__Entries shown__
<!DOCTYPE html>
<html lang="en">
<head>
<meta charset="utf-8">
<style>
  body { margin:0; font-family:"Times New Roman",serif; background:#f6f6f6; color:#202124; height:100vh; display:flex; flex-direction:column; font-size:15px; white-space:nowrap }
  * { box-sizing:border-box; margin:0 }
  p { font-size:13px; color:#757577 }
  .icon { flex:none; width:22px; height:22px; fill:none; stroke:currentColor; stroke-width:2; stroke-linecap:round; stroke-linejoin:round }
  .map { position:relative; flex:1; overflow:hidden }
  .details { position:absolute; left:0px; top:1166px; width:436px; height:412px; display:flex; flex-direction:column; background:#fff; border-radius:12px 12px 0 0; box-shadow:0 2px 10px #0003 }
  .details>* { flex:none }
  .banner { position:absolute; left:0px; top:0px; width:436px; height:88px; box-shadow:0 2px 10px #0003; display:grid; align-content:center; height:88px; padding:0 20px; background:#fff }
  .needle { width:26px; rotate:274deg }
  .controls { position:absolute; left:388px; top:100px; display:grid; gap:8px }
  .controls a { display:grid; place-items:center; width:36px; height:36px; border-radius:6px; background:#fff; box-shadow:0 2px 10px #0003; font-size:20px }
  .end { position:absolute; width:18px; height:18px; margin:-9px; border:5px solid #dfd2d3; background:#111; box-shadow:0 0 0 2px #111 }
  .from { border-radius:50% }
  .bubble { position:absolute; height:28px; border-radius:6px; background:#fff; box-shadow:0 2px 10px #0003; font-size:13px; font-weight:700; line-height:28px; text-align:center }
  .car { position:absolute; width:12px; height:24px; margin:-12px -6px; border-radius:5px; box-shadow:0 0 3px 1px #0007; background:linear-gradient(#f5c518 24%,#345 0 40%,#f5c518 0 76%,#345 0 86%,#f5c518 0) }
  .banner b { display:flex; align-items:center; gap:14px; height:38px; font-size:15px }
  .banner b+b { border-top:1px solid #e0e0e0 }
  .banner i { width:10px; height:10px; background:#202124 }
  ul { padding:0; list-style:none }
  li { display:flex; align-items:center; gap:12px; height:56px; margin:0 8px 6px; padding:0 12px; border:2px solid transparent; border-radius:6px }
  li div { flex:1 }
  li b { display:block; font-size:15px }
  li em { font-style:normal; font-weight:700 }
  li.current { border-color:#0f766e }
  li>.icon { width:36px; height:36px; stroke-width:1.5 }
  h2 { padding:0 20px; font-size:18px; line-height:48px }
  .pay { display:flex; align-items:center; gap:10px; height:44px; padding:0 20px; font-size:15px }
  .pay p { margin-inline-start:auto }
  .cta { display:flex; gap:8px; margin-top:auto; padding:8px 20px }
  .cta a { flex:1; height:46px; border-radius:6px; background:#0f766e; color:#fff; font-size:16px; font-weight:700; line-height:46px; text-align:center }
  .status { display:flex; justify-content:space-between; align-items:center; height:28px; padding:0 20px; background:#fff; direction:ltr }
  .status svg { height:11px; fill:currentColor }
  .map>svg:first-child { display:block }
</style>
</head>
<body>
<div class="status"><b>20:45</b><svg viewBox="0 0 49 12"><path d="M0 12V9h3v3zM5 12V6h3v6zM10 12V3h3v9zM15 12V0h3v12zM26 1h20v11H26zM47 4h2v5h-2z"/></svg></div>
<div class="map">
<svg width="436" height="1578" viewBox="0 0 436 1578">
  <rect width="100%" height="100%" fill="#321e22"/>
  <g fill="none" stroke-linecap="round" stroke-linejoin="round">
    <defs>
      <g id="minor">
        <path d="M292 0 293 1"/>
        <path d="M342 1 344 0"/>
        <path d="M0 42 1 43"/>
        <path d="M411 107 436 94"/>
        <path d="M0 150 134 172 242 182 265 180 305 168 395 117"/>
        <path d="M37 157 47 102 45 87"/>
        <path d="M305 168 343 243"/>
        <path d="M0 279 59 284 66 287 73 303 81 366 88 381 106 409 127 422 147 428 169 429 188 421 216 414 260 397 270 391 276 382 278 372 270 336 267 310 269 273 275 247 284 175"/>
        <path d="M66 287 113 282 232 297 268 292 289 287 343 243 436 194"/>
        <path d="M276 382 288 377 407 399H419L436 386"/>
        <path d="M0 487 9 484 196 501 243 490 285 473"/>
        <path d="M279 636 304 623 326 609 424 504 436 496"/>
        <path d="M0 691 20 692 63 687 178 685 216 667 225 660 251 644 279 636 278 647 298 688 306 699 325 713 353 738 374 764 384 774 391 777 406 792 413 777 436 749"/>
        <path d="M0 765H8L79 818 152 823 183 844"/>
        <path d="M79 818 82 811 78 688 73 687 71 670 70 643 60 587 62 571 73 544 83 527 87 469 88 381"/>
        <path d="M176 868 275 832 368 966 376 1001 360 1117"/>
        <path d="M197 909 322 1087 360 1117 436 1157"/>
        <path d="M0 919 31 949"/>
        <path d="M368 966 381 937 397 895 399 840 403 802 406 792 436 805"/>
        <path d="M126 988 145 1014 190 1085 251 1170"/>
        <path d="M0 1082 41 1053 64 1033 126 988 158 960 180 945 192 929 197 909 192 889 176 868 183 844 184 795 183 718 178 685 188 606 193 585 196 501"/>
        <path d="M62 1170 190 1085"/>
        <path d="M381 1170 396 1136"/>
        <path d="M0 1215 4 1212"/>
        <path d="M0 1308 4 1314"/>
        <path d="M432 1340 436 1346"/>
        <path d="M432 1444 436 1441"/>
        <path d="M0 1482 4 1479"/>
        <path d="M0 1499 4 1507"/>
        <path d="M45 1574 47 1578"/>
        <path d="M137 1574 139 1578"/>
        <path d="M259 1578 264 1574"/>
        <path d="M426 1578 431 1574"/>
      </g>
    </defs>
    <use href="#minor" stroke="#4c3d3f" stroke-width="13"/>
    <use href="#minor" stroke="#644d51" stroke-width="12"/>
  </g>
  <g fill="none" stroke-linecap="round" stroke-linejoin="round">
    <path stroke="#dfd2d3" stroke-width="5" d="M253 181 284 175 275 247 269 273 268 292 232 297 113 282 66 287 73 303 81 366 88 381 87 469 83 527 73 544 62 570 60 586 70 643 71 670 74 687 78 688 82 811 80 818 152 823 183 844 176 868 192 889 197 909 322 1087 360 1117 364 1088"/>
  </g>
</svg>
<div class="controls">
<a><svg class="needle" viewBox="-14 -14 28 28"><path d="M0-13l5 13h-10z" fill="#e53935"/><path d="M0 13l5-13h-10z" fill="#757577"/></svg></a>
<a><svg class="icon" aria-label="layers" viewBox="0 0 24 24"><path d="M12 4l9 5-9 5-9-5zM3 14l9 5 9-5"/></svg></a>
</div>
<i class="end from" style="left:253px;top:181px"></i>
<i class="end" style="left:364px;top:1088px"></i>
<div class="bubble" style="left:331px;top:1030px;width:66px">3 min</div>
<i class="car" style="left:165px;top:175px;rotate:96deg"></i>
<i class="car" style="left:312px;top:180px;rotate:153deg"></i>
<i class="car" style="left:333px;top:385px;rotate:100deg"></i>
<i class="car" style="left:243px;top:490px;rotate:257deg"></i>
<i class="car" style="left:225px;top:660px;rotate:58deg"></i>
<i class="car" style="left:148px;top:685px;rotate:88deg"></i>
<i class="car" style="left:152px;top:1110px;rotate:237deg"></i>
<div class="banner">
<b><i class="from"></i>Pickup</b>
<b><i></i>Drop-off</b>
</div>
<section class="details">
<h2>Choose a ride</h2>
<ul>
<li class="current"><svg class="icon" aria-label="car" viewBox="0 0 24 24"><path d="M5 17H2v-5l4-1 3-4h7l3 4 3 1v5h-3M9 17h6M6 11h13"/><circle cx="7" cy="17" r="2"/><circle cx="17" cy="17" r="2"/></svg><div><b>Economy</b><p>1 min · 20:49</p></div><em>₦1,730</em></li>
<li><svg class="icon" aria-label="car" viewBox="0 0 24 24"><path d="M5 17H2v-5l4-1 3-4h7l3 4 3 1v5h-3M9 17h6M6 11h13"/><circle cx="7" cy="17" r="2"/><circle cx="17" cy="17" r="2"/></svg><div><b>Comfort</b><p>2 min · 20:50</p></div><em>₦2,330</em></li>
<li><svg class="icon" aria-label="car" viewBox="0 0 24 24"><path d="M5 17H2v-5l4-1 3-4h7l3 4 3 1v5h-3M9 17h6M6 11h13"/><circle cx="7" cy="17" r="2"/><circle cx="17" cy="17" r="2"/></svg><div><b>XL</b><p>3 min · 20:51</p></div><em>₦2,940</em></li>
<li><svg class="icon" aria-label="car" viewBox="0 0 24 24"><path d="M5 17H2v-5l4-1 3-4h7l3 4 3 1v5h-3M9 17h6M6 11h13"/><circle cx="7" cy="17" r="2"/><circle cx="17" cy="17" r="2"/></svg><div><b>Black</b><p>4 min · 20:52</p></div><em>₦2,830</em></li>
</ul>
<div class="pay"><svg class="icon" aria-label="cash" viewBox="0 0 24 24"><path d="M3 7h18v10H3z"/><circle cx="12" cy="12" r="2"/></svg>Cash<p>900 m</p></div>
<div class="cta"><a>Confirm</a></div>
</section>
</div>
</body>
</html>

__Task requirements__
Please return exactly the lines from the first line of the material through the one with "position:relative; flex:1; overflow:hidden", and no lines after it.

__Solution to the problem__
<!DOCTYPE html>
<html lang="en">
<head>
<meta charset="utf-8">
<style>
  body { margin:0; font-family:"Times New Roman",serif; background:#f6f6f6; color:#202124; height:100vh; display:flex; flex-direction:column; font-size:15px; white-space:nowrap }
  * { box-sizing:border-box; margin:0 }
  p { font-size:13px; color:#757577 }
  .icon { flex:none; width:22px; height:22px; fill:none; stroke:currentColor; stroke-width:2; stroke-linecap:round; stroke-linejoin:round }
  .map { position:relative; flex:1; overflow:hidden }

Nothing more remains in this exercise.